Okres zimy rośliny zniosły raczej dobrze dzięki utrzymującej się pokrywie śnieżnej, która chroniła je przed przemarznięciem. Topniejący śnieg przyczynił się do zwiększenia ilości wody w glebie, jednak w centralnej Polsce poziom wilgotności podłoża był niezadowalający. Z uwagi na utrzymujące się niskie temperatury pod koniec marca i w kwietniu, początek okresu wegetacyjnego uległ opóźnieniu.

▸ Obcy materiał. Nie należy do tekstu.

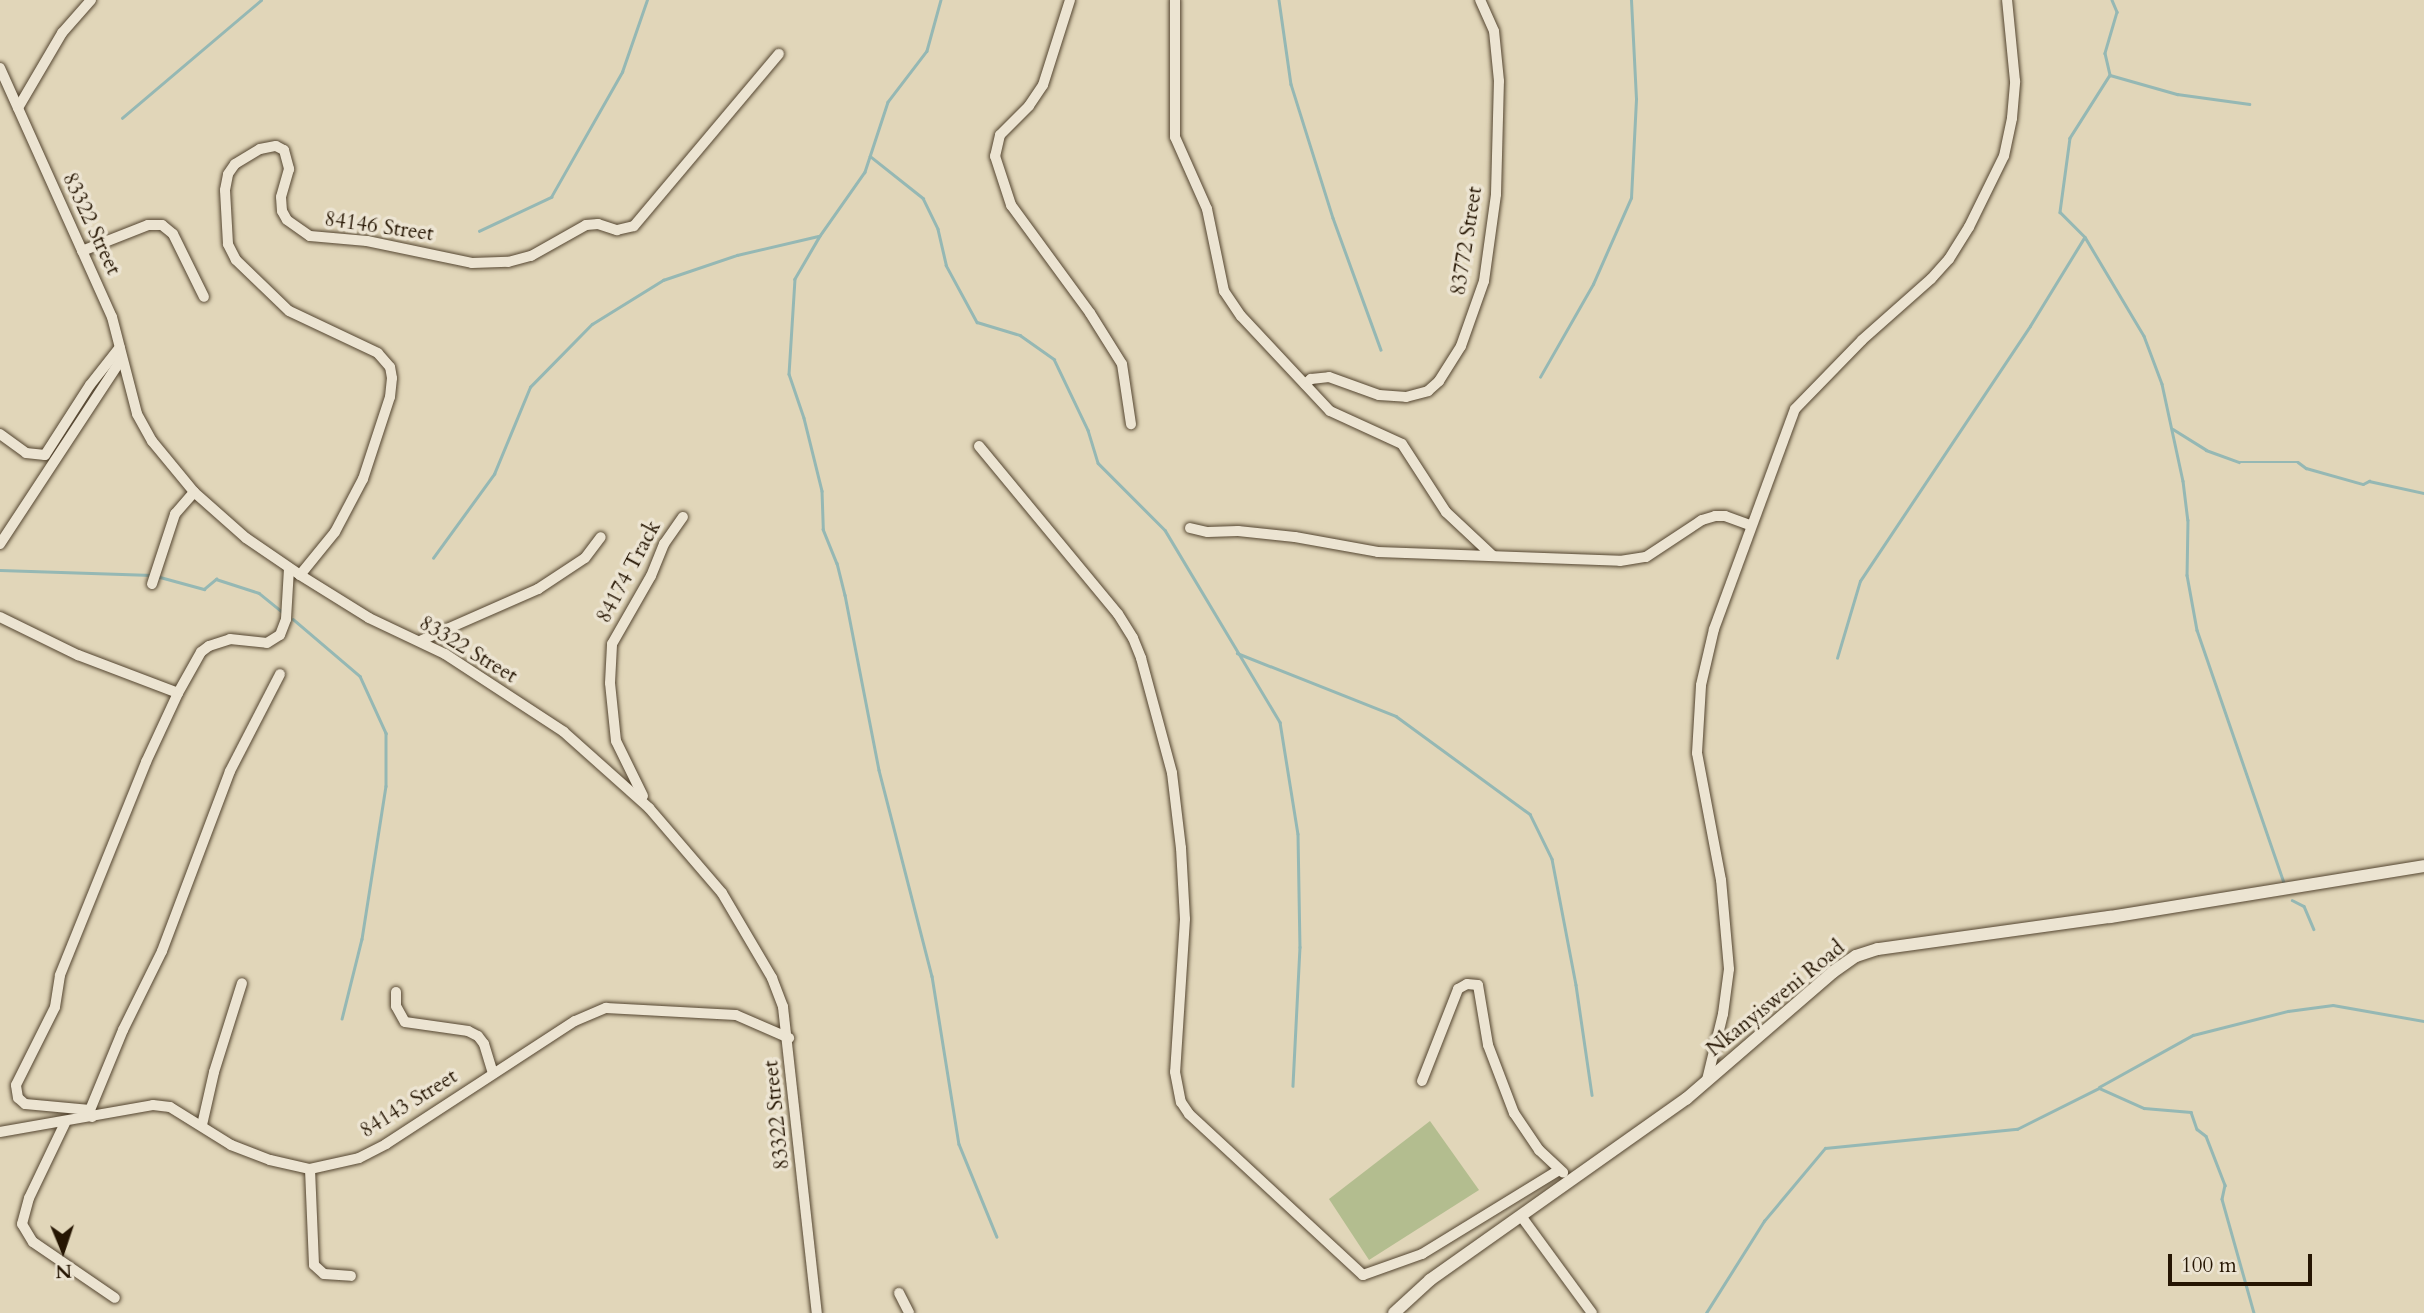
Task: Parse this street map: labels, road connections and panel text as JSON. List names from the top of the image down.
{
  "streets": {
    "street": [
      "83322 Street",
      "84146 Street",
      "83772 Street",
      "84174 Track",
      "Nkanyisweni Road",
      "84143 Street"
    ]
  },
  "crossings": [
    ["83322 Street", "84146 Street"],
    ["83322 Street", "84174 Track"],
    ["83322 Street", "84143 Street"]
  ],
  "scale_bar": "100 m",
  "north": "bottom"
}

Spowolniony został również rozwój pąków kwiatowych, dzięki czemu były one mniej podatne na uszkodzenia przymrozkowe. Częste opady deszczu i stosunkowo niskie temperatury powietrza wpłynęły na skrócenie okresu kwitnienia roślin i obniżkę intensywności oblotów zapylaczy. W efekcie czego zawiązywanie owoców było słabsze niż przed rokiem, ale wystarczające do osiągnięcia dobrego plonu. Sytuacja pogodowa poprawiła się w drugiej połowie roku. Relatywnie duża liczba opadów w sierpniu przyczyniła się do zwiększania masy owoców. W niektórych rejonach kraju zjawiska pogodowe były intensywne, a ich przebieg gwałtowny, tj. porywisty wiatr, deszcze nawalne, grad co skutkowało pojawieniem się strat w plonach. We wrześniu nastąpiła stabilizacja warunków pogodowych, dzięki czemu utrzymana została jakość owoców, a zbiory gatunków, których plonowanie przypada na miesiące jesienne prowadzono w optymalnych warunkach.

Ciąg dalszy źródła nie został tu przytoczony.